Tourist sites throughout Tayside and Fife are to share part of a £3 million windfall to help make the great outdoors more attractive to visitors.
St Cyrus National Nature Reserve will receive just over £200,000 to improve parking at the internationally-renowned attraction close to the Angus border.
In Fife, £375,000 will go towards an infrastructure partnership project which will boost tourism facilities and electric vehicle charging provision for visitors.
And more than £300,000 is to be given to Perth and Kinross Council to upgrade facilities for Loch Leven Heritage trail users.
The spend is part of a drive to help popular spots cope with increasing visitor numbers.
Last summer saw huge numbers take advantage of the relaxation of lockdown and glorious weather.
But the popularity of the great outdoors led to problems of overflowing car parks, choked rural roads and complaints over littering and so-called dirty camping.
At St Cyrus, £201,925 will be used by Aberdeenshire Council and NatureScot to provide 40 extra parking spaces for cars and motorhomes.
The project includes refurbishment of the toilets to include a changing places standard toilet, and provision of additional cycling racks, EV charge points and a chemical disposal point.
Ben Ross, NatureScot head of nature reserves said: “St Cyrus is one of the richest and most diverse National Nature Reserves in Britain so it is no surprise that it is extremely popular with visitors.

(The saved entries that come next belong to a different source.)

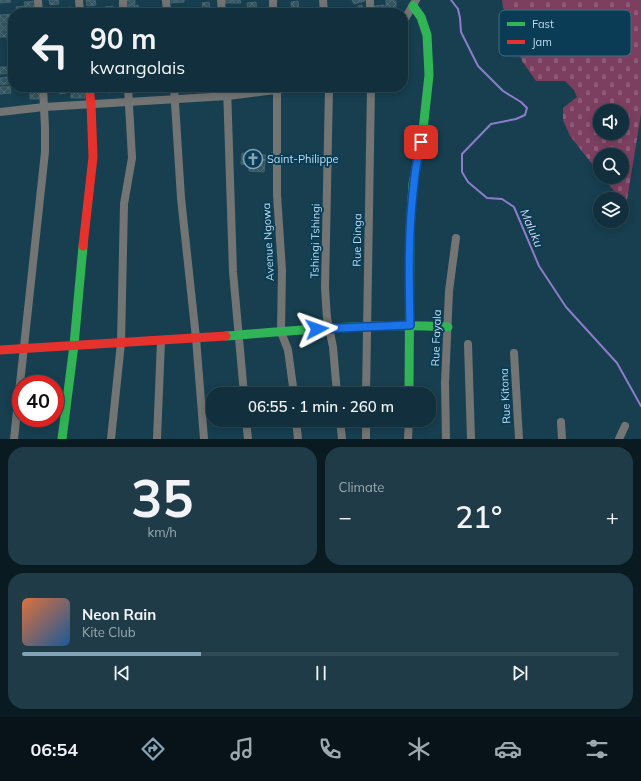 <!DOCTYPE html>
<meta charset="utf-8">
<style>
:root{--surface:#112f3c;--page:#1e3b47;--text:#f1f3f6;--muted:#9ca9af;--line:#304a56;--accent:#84a5b7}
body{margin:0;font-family:Mulish,sans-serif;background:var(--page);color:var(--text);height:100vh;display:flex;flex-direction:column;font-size:15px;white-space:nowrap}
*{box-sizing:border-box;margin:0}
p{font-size:13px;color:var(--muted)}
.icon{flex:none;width:22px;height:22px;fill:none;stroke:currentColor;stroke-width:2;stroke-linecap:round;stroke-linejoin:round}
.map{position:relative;height:439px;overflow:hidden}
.side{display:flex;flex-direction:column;gap:8px;padding:8px;background:#091a21;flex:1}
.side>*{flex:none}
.banner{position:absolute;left:8px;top:8px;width:400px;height:84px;border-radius:16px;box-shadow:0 2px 10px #0003,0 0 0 1px var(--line);background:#112f3c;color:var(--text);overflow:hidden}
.buttons{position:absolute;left:593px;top:104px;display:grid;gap:8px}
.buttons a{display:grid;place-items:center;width:36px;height:36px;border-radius:50%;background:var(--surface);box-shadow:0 2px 10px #0003,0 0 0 1px var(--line);font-size:20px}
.speed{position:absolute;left:12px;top:375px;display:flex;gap:8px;font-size:20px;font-weight:700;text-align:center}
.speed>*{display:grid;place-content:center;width:52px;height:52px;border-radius:50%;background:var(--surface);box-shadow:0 2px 10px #0003,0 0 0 1px var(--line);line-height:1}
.speed .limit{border:6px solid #d22;background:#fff;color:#111}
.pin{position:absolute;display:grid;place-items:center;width:34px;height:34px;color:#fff;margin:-17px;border-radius:8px;box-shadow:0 2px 6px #0006}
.me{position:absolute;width:44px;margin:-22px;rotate:86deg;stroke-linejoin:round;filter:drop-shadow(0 0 3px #0008)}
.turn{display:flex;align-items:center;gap:14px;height:84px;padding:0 16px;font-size:18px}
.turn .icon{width:52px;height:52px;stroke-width:2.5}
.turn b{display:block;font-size:28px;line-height:34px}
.big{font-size:30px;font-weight:600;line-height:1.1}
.side .card{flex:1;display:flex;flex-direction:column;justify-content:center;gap:6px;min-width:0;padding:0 14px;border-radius:16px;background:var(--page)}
.side .dial{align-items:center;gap:0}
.dial b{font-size:52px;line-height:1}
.song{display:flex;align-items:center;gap:12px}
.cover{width:48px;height:48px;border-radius:6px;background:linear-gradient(135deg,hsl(20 70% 55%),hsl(210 70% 35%))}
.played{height:4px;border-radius:2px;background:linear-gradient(90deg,var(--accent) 30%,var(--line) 30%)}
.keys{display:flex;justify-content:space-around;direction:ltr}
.heat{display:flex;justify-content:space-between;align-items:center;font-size:22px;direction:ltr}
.side .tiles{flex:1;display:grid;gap:8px;grid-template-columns:1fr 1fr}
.card:last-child{grid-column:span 2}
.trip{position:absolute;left:206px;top:387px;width:230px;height:40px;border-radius:16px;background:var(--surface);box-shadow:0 2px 10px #0003,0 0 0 1px var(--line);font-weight:600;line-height:40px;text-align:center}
.dock{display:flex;height:64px;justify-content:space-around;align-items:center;background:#071318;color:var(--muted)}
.dock .icon{width:28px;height:28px}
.dock .active{color:var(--accent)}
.dock b{font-size:18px;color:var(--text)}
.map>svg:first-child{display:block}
.cemetery{fill:url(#cemetery-stones);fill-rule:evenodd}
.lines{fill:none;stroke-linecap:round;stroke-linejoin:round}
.stream{stroke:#8c7dca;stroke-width:2}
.building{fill:url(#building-cross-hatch);stroke:#426470}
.street{stroke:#737574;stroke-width:8}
.fast{stroke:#30b455;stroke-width:9}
.jam{stroke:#e5322d;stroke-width:9}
.route-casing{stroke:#114b97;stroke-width:10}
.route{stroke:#1a73e8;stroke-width:7}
.labels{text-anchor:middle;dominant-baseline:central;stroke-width:4;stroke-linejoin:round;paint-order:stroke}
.poi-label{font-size:11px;fill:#bedcee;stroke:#0a3d55;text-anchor:start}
.street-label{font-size:11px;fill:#bedcee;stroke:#0a3d55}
.water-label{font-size:12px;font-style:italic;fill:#dcd8ef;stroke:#0a3d55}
.key{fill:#0a3d55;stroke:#406d83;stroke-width:1}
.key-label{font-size:11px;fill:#bedcee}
</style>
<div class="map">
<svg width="641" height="439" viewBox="0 0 641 439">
<defs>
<pattern id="cemetery-stones" width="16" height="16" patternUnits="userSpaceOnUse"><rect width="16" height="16" fill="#7d3f60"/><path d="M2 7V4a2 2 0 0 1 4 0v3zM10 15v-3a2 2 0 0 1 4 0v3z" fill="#8e5a77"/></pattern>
<pattern id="building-cross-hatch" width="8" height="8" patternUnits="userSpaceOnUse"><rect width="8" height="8" fill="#345560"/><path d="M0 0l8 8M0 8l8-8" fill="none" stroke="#506d77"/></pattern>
</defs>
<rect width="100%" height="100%" fill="#173f50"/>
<path class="cemetery" d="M502,0H641V114L627,200L622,202V199H620L603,177H622V155H600V174L570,136L563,120V108L577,97L574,90L565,81H536L522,61L503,7ZM600,111H622V133H600Z"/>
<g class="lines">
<path class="stream" d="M451,0L458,9L460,18L461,32L478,66L503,91L521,102L527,108L525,115L516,119L491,124L462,154V172L468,182L487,198L502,199L514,207L539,266L566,307L617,363L641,406"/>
</g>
<g class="building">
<path d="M0,0H10L11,2L0,3Z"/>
<path d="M49,0H58L59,4L50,5Z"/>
<path d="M86,0H95L96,5L87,6Z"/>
<path d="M126,0H135V4L126,5Z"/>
<path d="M171,0H184V2L171,3Z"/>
<path d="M225,0H240L241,3H225Z"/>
<path d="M352,0H365V1L354,4Z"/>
<path d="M386,0L396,1V10H386Z"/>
<path d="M36,1V13H17L16,7L25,6L24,2Z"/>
<path d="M298,1L299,12L292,13L291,2Z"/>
<path d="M209,2L210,9H203L202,3Z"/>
<path d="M256,2L257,13H248L247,3Z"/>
<path d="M138,5L139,13H127L126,6Z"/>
<path d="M362,5L363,11L359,12L358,6Z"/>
<path d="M384,5L385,10L375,11L374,6Z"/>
<path d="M113,6V13H105V7Z"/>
<path d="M71,7L72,13H64L63,8Z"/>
<path d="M94,7L95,13H85L84,9Z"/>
<path d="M340,9L341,13H331L330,11Z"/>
<rect x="232" y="10" width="11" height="3"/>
<path d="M13,14V21H0V15Z"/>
<rect x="0" y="22" width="11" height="6"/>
<rect x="0" y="29" width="10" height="8"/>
<path d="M7,38H13V44H8Z"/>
<path d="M13,51V57L9,58L8,52Z"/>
<path d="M0,67H13V73L0,74Z"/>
<path d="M13,76V83L1,85L0,78Z"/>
<path d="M10,86L11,93L0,94V87Z"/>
<path d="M30,87H40L41,99H30Z"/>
<path d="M60,87H78V88H65L66,93L60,94Z"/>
<path d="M108,87H113L114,92L108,93Z"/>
<path d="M130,87H145L146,92L130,93Z"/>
<path d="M84,92L85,98H71V93Z"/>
<path d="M242,153L266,155L264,172L249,171V165L241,164Z"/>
</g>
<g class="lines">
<g class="street">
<path d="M38,0L39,13"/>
<path d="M79,0L80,13"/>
<path d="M123,0V13"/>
<path d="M166,0L167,13"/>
<path d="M221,0L222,13"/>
<path d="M273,0V13"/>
<path d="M323,0L324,13"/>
<path d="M370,0V13"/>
<path d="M403,22L416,0"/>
<path d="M174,87L181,198L196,338L204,439"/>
<path d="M227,87L233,272L244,394"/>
<path d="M277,87V195L282,270L281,332L288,350L294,394"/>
<path d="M329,87L325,288L327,318L333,347L337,394"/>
<path d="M0,112L44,107L228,96L299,87"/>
<path d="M468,344L471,439"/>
<path d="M514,353L519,439"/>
<path d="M366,394L371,87"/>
<path d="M246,420L248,439"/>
<path d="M296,420L298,439"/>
<path d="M340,420L342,439"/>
<path d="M561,422L562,439"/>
<path d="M14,439L45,152V128L43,87"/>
<path d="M111,439L121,343L124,204L132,158L128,87"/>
<path d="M157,439L161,341"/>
<path d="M366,439V420"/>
<path d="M408,439L409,420"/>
<path d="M446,439L445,383L449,291L456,238"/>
<path d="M619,439L625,426"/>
</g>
<g class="fast">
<path d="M226,336C300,330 374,323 448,327"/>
<path d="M409,394L410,229L413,184L423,130L429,75L427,35L421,17L413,6"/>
<path d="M62,439L74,345L83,246"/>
</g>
<g class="jam">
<path d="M83,246L93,157L91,104L89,87"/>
<path d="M0,350L226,336"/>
</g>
</g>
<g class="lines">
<defs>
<path id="route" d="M317,329L410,325C409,278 408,231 414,184C415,170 418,156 421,142"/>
</defs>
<use href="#route" class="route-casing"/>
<use href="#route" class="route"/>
</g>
<defs>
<symbol id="church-ring" viewBox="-11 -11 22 22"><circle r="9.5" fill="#0a3d55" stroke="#84a5b7" stroke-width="1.5"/><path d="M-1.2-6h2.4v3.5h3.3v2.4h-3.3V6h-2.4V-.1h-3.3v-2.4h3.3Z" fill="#84a5b7"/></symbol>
</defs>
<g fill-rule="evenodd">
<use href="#church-ring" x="242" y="148" width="22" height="22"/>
</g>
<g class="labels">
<g class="poi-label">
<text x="267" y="159">Saint-Philippe</text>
</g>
<g class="street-label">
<text transform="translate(357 240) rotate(-89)">Rue Dinga</text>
<text transform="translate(315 241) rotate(-89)">Tshingi Tshingi</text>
<text transform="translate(268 242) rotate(-93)">Avenue Ngowa</text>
<text transform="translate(436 338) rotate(-88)">Rue Fayala</text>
<text transform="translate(505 396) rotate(-93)">Rue Kitona</text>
</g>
<g class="water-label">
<text transform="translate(532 228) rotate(67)">Maluku</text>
</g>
</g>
<rect x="499" y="10" width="132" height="46" rx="6" class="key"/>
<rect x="507" y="22" width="18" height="4" fill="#30b455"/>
<rect x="507" y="40" width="18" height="4" fill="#e5322d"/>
<g class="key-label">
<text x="532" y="28">Fast</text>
<text x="532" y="46">Jam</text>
</g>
</svg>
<div class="buttons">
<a><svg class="icon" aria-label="sound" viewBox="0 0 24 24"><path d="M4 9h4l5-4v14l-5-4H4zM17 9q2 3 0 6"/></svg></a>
<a><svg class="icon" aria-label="search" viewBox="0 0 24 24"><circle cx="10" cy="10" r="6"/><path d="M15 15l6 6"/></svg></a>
<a><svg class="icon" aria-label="layers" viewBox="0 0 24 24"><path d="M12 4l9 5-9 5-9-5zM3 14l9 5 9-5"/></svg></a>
</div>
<div class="speed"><div class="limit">40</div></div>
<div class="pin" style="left:421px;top:142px;background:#d93025"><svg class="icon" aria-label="arrive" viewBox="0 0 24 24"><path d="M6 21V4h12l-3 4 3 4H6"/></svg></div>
<svg class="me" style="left:317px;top:329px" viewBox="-20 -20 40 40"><path d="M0-17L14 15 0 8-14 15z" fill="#1a73e8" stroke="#fff" stroke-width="4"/></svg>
<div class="trip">06:55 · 1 min · 260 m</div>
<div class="banner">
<div class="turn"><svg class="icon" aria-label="left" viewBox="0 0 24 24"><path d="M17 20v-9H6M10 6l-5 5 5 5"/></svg><div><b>90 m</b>kwangolais</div></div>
</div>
</div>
<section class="side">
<div class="tiles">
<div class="card dial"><b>35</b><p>km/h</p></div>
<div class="card"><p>Climate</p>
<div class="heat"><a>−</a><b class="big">21°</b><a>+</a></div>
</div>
<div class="card">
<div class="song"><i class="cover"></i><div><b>Neon Rain</b><p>Kite Club</p></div></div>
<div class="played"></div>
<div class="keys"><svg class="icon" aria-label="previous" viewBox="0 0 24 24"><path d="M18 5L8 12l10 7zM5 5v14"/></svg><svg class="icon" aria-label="pause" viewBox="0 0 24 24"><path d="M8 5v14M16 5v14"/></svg><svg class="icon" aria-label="next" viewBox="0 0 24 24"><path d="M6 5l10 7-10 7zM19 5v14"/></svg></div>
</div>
</div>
</section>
<nav class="dock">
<b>06:54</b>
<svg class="icon active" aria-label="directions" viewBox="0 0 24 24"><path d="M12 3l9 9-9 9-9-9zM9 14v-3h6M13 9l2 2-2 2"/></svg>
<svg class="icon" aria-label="music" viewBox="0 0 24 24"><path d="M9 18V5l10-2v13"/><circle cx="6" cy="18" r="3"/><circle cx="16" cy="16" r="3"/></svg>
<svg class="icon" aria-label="phone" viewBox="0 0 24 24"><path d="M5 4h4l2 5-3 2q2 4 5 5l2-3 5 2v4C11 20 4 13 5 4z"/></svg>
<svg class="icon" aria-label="climate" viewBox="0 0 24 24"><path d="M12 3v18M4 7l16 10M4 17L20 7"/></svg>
<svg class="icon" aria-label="car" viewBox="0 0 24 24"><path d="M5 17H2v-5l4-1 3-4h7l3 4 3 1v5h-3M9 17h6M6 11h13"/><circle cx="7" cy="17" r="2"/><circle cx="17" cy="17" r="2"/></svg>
<svg class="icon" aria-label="filters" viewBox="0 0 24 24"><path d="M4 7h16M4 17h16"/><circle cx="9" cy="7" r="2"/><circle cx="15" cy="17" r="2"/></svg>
</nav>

“Like many of our beauty spots, last year saw an increase in the number of people coming to the reserve to enjoy the great outdoors.
“This funding will help to ensure the facilities at St Cyrus are better able to meet that increased demand in future, helping more people to connect with nature at this special place.”
The Fife scheme is a partnership initiative between Fife Council and Fife Countryside Trust.
The money will be used to provide a network of parking, toilets, interpretative and renewable energy points for EV and EB charging, serving the Fife coastal path, the Pilgrims Way and Fife 191 driving route.
A yet-to-be confirmed sum will also be spend on toilet provision improvements in Glenshee.
More than a dozen popular tourist sites across Scotland have been recommended to receive cash from the latest round of the Rural Tourism Infrastructure Fund (RTIF).
It is managed by VisitScotland on behalf of the Scottish Government.
The RTIF was created to help areas which have faced infrastructure pressures due to increasing numbers of visitors.
It aims to reduce the impact on local communities and facilities and create a more collaborative and sustainable approach to infrastructure provision.
The third round funding programme was opened to applications from councils and National Park authorities, in partnership with their communities.
It will also include £375,000 for the Trossachs visitor management project and a similar sum to tackle visitor pressures in Glencoe and Glen Etive.
The Courier Country projects were selected from more than 66 expressions of interest led to 36 funding bids.
Tourism secretary Fergus Ewing said: “While the tourism industry is currently halted due to the national lockdown and the need to keep supressing coronavirus, it’s essential we continue supporting our tourism businesses, especially in rural and remote areas, so they are in the best position possible for welcoming visitors again when conditions allow.”
VisitScotland chief executive, Malcolm Roughead said: “We all need to play our part in being responsible visitors and improvement works like these are crucial to ensuring our visitor destinations remain sustainable for years to come.
“Tourism is a force for good and if managed responsibly, sustains communities in every corner of Scotland, creates jobs, tackles depopulation and improves the wellbeing of everyone who experiences it.”